Después, cuando todavía sigo creciendo, estoy aprendiendo que es todo lo contrario. Es justamente cuando estamos esperando esas respuestas cuando somos desafiados a descansar. Aun cuando pase por el valle oscuro, no temeré, porque tú estás a mi lado. Tu vara y tu cayado me protegen. Me confortás, señor, me preparás un banquete. Me honrás ungiendo mi cabeza con aceite, dice el Salmo 23. Tiempo presente ahora, como sea que se llame la temporada, el buen pastor no cambia.
A veces nos decimos a nosotros mismos después de una semana en que hay cosas irresueltas tengo que ser más fuerte, tengo que hacer más. El buen pastor nos invita en medio del viaje en desarrollo por el valle a descansar en su amor y cuidado sobrenatural. Hoy, ahora, si lo pensamos bien, es en nuestra debilidad cuando hemos visto la fortaleza de Dios manifestarse como nunca el día después. Todos somos valientes con el diario del lunes. Todos somos más sabios.

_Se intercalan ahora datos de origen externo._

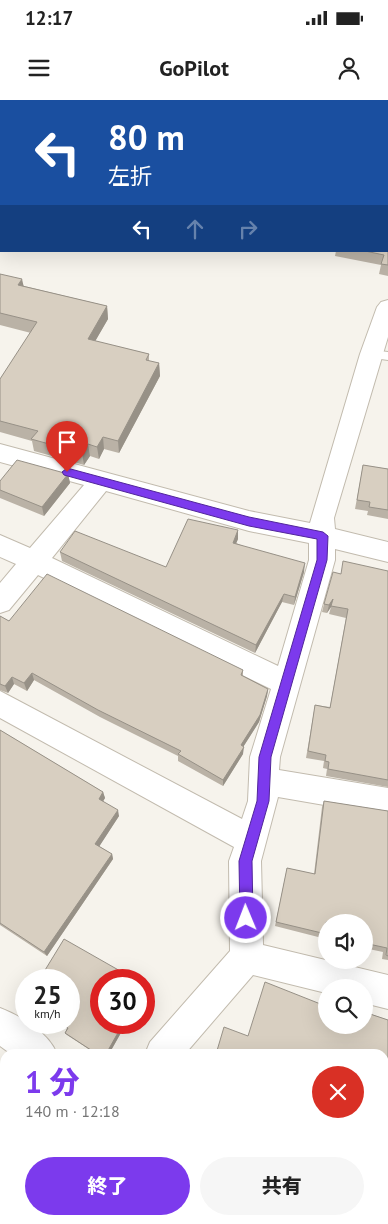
<!DOCTYPE html>
<html lang="ja">
<head>
<meta charset="utf-8">
<style>
	:root { --surface:#fff; --page:#f6f6f6; --text:#222; --muted:#767676; --accent:#7c3aed }
	body { margin:0; font-family:"PT Sans","Noto Sans JP",sans-serif; background:var(--page); color:var(--text); height:100vh; display:flex; flex-direction:column; font-size:19px; white-space:nowrap }
	* { box-sizing:border-box; margin:0 }
	p { font-size:16px; color:var(--muted) }
	.icon { flex:none; width:28px; height:28px; fill:none; stroke:currentColor; stroke-width:2; stroke-linecap:round; stroke-linejoin:round }
	.map { position:relative; flex:1; overflow:hidden }
	.drawer { position:absolute; left:0px; top:949px; width:389px; height:176px; display:flex; flex-direction:column; background:var(--surface); border-radius:15px 15px 0 0; box-shadow:0 5px 20px #0002 }
	.drawer>* { flex:none }
	.guide { position:absolute; left:0px; top:0px; width:389px; height:152px; box-shadow:0 5px 20px #0002; background:#1a4fa0; color:#fff; overflow:hidden }
	.fabs { position:absolute; left:318px; top:814px; display:grid; gap:10px }
	.fabs a { display:grid; place-items:center; width:55px; height:55px; border-radius:50%; background:var(--surface); box-shadow:0 5px 20px #0002; font-size:25px }
	.speed { position:absolute; left:15px; top:869px; display:flex; gap:10px; font-size:25px; font-weight:700; text-align:center }
	.speed>* { display:grid; place-content:center; width:65px; height:65px; border-radius:50%; background:var(--surface); box-shadow:0 5px 20px #0002; line-height:1 }
	.speed small { font-size:12px; font-weight:400 }
	.speed .limit { border:8px solid #d22; background:#fff; color:#111 }
	.pin { position:absolute; display:grid; place-items:center; width:42px; height:42px; color:#fff; margin:-51px -21px; border-radius:50% 50% 50% 0; rotate:-45deg; box-shadow:0 0 5px #0007 }
	.pin .icon { rotate:45deg }
	.me { position:absolute; width:55px; margin:-28px; rotate:359deg; stroke-linejoin:round; filter:drop-shadow(0 0 4px #0008) }
	.turn { display:flex; align-items:center; gap:18px; height:105px; padding:0 25px; font-size:22px }
	.turn .icon { width:65px; height:65px; stroke-width:2.5 }
	.turn b { display:block; font-size:35px; line-height:42px }
	.lanes { display:flex; align-items:center; height:48px; padding:0 25px; background:#0003; justify-content:center; gap:25px; direction:ltr }
	.lanes .off { opacity:.35 }
	.round { display:grid; place-items:center; flex:none; width:52px; height:52px; border-radius:26px; background:var(--page) }
	.overview { display:flex; align-items:center; justify-content:space-between; height:85px; padding:0 25px }
	h1 { font-size:30px; font-weight:800; line-height:38px; color:var(--accent) }
	.action { display:flex; gap:10px; margin-top:auto; padding:10px 25px }
	.action a { flex:1; height:58px; border-radius:30px; background:var(--accent); color:#fff; font-size:20px; font-weight:800; line-height:58px; text-align:center }
	.action a+a { background:var(--page); color:var(--text) }
	.status { display:flex; justify-content:space-between; align-items:center; height:35px; padding:0 25px; background:var(--surface); direction:ltr }
	.status svg { height:14px; fill:currentColor }
	header { display:flex; justify-content:space-between; align-items:center; height:65px; padding:0 25px; background:var(--surface); font-size:22px; font-weight:800 }
	.map>svg:first-child { display:block }
	.lines { fill:none; stroke-linecap:round; stroke-linejoin:round }
	.lane-casing { stroke:#c2bbae; stroke-width:2 }
	.street-casing { stroke:#c2bbae; stroke-width:2 }
	.lane { fill:#fff; fill-rule:evenodd }
	.street { fill:#fff; fill-rule:evenodd }
	.wall { fill:#bab2a6 }
	.shaded-wall { fill:#979187 }
	.building { fill:#d8cfc1; stroke:#979187 }
	.route { fill:#7c3aed; stroke:#51269a }
</style>
</head>
<body>
<div class="status"><b>12:17</b><svg viewBox="0 0 49 12"><path d="M0 12V9h3v3zM5 12V6h3v6zM10 12V3h3v9zM15 12V0h3v12zM26 1h20v11H26zM47 4h2v5h-2z"/></svg></div>
<header><svg class="icon" aria-label="menu" viewBox="0 0 24 24"><path d="M4 6h16M4 12h16M4 18h16"/></svg>GoPilot<svg class="icon" aria-label="person" viewBox="0 0 24 24"><circle cx="12" cy="8" r="4"/><path d="M4 21q1-7 8-7t8 7"/></svg></header>
<div class="map">
<svg width="388" height="1124" viewBox="0 0 388 1124">
	<rect width="100%" height="100%" fill="#f6f3ec"/>
	<g class="lines">
		<!-- lane casing -->
		<g class="lane-casing">
			<path id="lane" d="M371,250l17,2v8l-21,-3 -1,-3z"/>
		</g>
		<!-- street casing -->
		<g class="street-casing">
			<path id="street" d="M388,200v37l-54,181 1,11 53,13v20l-53,-13v11l-55,197 -1,13 109,18v28l-110,-19 -17,64 2,84 125,30v34l-24,-6v-15h-38v5l-73,-18 -68,79h-40l5,-12 80,-91 -1,-90 5,-14 -234,-129v-27l242,128 6,-18 2,-44 21,-68 -233,-114 -29,35 -9,3v-30l16,-19 -16,-7v-22l30,13 54,-63 -84,-23v-18l249,67 61,12 50,-169 17,-47 4,-5zM106,391l143,40 60,12v17l-31,106 -226,-108z
				M0,908c21,8 49,25 57,46h-46l-11,-8z
				M0,1085l5,2v33h35l-2,4h-38z
				M384,1103l4,1v20h-25l-2,-4h23z"/>
		</g>
		<!-- lane -->
		<use href="#lane" class="lane"/>
		<!-- street -->
		<use href="#street" class="street"/>
	</g>
	<!-- wall -->
	<path class="wall" d="M0,0h139l-1,1h-137v132l-1,-1 1,-123z
		M147,0h38l-1,1h-34z
		M388,0v176l-9,-2 2,-9 -46,-9 1,-5h52z
		M0,174l24,12 83,20 1,13 -13,22 54,13v7l10,2 1,13 -41,77 -15,-4 -5,10 -9,-3 -6,9 -50,-14 -2,-10 -32,-9v-53l31,-46 -31,-8z
		M363,365l25,4v50l-21,-4 1,-4 -13,-2z
		M68,374l2,9 -26,33 -44,-18v-17z
		M238,430v9l-2,4 68,29 -10,33 -12,-3 -27,51 -193,-92 -2,-9 106,15z
		M388,471v216l-62,-11 1,-7 -4,-1 1,-7 -18,-3 9,-53 15,2 16,-89 -17,-4 2,-7 -4,6 -5,-1 2,-8z
		M0,516l9,5 234,49v6l25,13 -1,7 -8,26 -16,25v7l-20,32 -45,-25v-5l-78,-39 -66,-37 -7,11 -13,-7 -6,9 -8,-3z
		M0,630l103,62 2,6 -2,3 16,15 -20,30 13,8 1,5 -66,97 -47,-31z
		M324,701l64,10v149l-6,-1 1,-7 -19,-4v-26h-38v17l-51,-13 12,-58 27,6 8,-67z
		M325,898l63,22v146l-4,-2 3,-13 -3,-1v-96l-136,-19 74,-30v-4z
		M58,922h69l-18,32h-13l-29,-19 -2,-2 2,-5z"/>
	<!-- shaded-wall -->
	<path class="shaded-wall" d="M131,0h8l-1,1h-8z
		M171,0h14l-1,1h-15z
		M22,179l3,13 -7,-7z
		M107,206l1,13 -19,33 -1,-13z
		M159,263l1,13 -41,77 -1,-12z
		M103,337l1,12 -5,10 -2,-12z
		M88,344l2,12 -6,9 -2,-12z
		M68,374l2,9 -26,33 -2,-9z
		M238,430v9l-5,12v-8z
		M305,463l-1,9 -10,33 1,-8z
		M284,494l-2,8 -27,51 1,-8z
		M333,499l-2,8 -4,6 2,-8z
		M32,573l2,7 -7,11 -3,-8z
		M12,577l2,7 -6,9 -3,-7z
		M268,589l-1,7 -8,26 -19,30 1,-7z
		M244,647l-1,7 -20,32v-6z
		M103,692l2,6 -4,7 -2,-6z
		M118,710l1,6 -22,34 -2,-6z
		M112,754l1,5 -66,97 -3,-4z
		M146,886v3l-2,5v-5z
		M124,922h3l-18,32h-3z"/>
	<!-- building -->
	<path class="building" d="M0,0h131l-1,1h-129v123l-1,-1v-39l1,-1 -1,-8v-66h1z
		M360,0h28v165l-7,-1 3,-9 -19,-4h23v-150h-29z
		M0,174l22,5 -4,6 89,21 -19,33 61,15 -3,6 13,3 -41,78 -15,-4 -6,10 -9,-3 -6,9 -51,-14 7,-8 -38,-10v-42l37,-57 -37,-9z
		M17,360l51,14 -26,33 -42,-17v-9z
		M363,365l25,4v41l-19,-3 1,-5 -13,-2z
		M188,419l50,11 -5,13 72,20 -10,34 -11,-3 -28,51 -196,-93 15,-21 91,36z
		M343,461l45,10v209l-60,-11 1,-7 -4,-1 1,-6 -18,-4 7,-46 15,3 18,-99 -17,-3 2,-7 -4,6 -5,-1 9,-32 8,2z
		M47,474l196,96 -2,5 27,14 -8,26 -19,30 3,2 -21,33 -45,-26 3,-3 -83,-41 -66,-37 -8,10 -12,-6 -7,9 -5,-2v-68l9,5z
		M0,630l103,62 -4,7 19,11 -23,34 17,10 -68,98 -44,-29z
		M324,701l64,10v145l-2,-1 1,-7 -23,-5v-21h-38v12l-50,-12 11,-54 28,6z
		M64,839l72,41h-35v42h23l-18,32h-9l-32,-21 3,-5 -9,-6h10v-42h-30z
		M265,882l58,23 2,-7 1,1v26h38v-13l24,8v130l-4,-1v-95h-168l8,-27 24,9z
		M0,977l5,4v64l-5,-4z
		M55,1120h114l6,4h-122z
		M262,1120h19l6,4h-26z"/>
	<!-- route -->
	<path class="route" d="M67,368l182,49 74,15 5,4 -1,24 -56,197 -2,44 -17,60 1,57 -2,5 -5,2 -4,-2 -2,-5 -1,-57 18,-60 2,-44 58,-197v-21l-68,-13 -185,-51 -2,-3z"/>
</svg>
<div class="fabs">
<a><svg class="icon" aria-label="sound" viewBox="0 0 24 24"><path d="M4 9h4l5-4v14l-5-4H4zM17 9q2 3 0 6"/></svg></a>
<a><svg class="icon" aria-label="search" viewBox="0 0 24 24"><circle cx="10" cy="10" r="6"/><path d="M15 15l6 6"/></svg></a>
</div>
<div class="speed"><div>25<small>km/h</small></div><div class="limit">30</div></div>
<div class="pin" style="left:67px;top:372px;background:#d93025"><svg class="icon" aria-label="arrive" viewBox="0 0 24 24"><path d="M6 21V4h12l-3 4 3 4H6"/></svg></div>
<svg class="me" style="left:246px;top:818px" viewBox="-20 -20 40 40"><circle r="17" fill="#7c3aed" stroke="#fff" stroke-width="3"/><path d="M0-11L8 9 0 5-8 9z" fill="#fff"/></svg>
<div class="guide">
<div class="turn"><svg class="icon" aria-label="left" viewBox="0 0 24 24"><path d="M17 20v-9H6M10 6l-5 5 5 5"/></svg><div><b>80 m</b>左折</div></div>
<div class="lanes"><svg class="icon" aria-label="left" viewBox="0 0 24 24"><path d="M17 20v-9H6M10 6l-5 5 5 5"/></svg><svg class="icon off" aria-label="ahead" viewBox="0 0 24 24"><path d="M12 20V5M6 11l6-6 6 6"/></svg><svg class="icon off" aria-label="right" viewBox="0 0 24 24"><path d="M7 20v-9h11M14 6l5 5-5 5"/></svg></div>
</div>
<section class="drawer">
<div class="overview"><div><h1>1 分</h1><p>140 m · 12:18</p></div><a class="round" style="background:#d93025;color:#fff"><svg class="icon" aria-label="close" viewBox="0 0 24 24"><path d="M6 6l12 12M18 6L6 18"/></svg></a></div>
<div class="action"><a>終了</a><a>共有</a></div>
</section>
</div>
</body>
</html>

Pero el desafío es hoy. El desafío es este fin de semana, cuando todavía el viaje de nuestro corazón por encontrar un para qué, un porqué o un cómo todavía está en desarrollo. No es poca cosa que te levantaste esta semana a pesar de tu dolor. No es poca cosa que tenés un lugar a donde llegar llamado hogar. No es poca cosa que podés orar. Y no es poca cosa que podés abrazar. Y si a veces la esperanza se tambalea, no pasa nada. Dios sigue estando en el trono, siendo la fuente de toda esperanza. Él tiene el asunto en sus manos y su poder no se ha acortado. Así que volvamos a la fortaleza verdadera. El abrazo de Dios nos espera ahora que todo está por verse Ÿousand por entenderse, por esperar. Ahora, justo ahí donde estás, no renuncies. Estás confiando y cantando una nueva canción de fe en medio del valle. Una canción nueva que no conocías, pero que habla de un Dios que no abandona, que no nos deja, que reúne todas las cosas para nuestro bien. Regresen al refugio, ustedes prisioneros de la esperanza. Hoy mismo.
Prometo que les daré dos bendiciones por cada dificultad, dice Zacarías, capítulo nueve. Que así sea. En su nombre. Amén. Bendecido fin de semana para todos.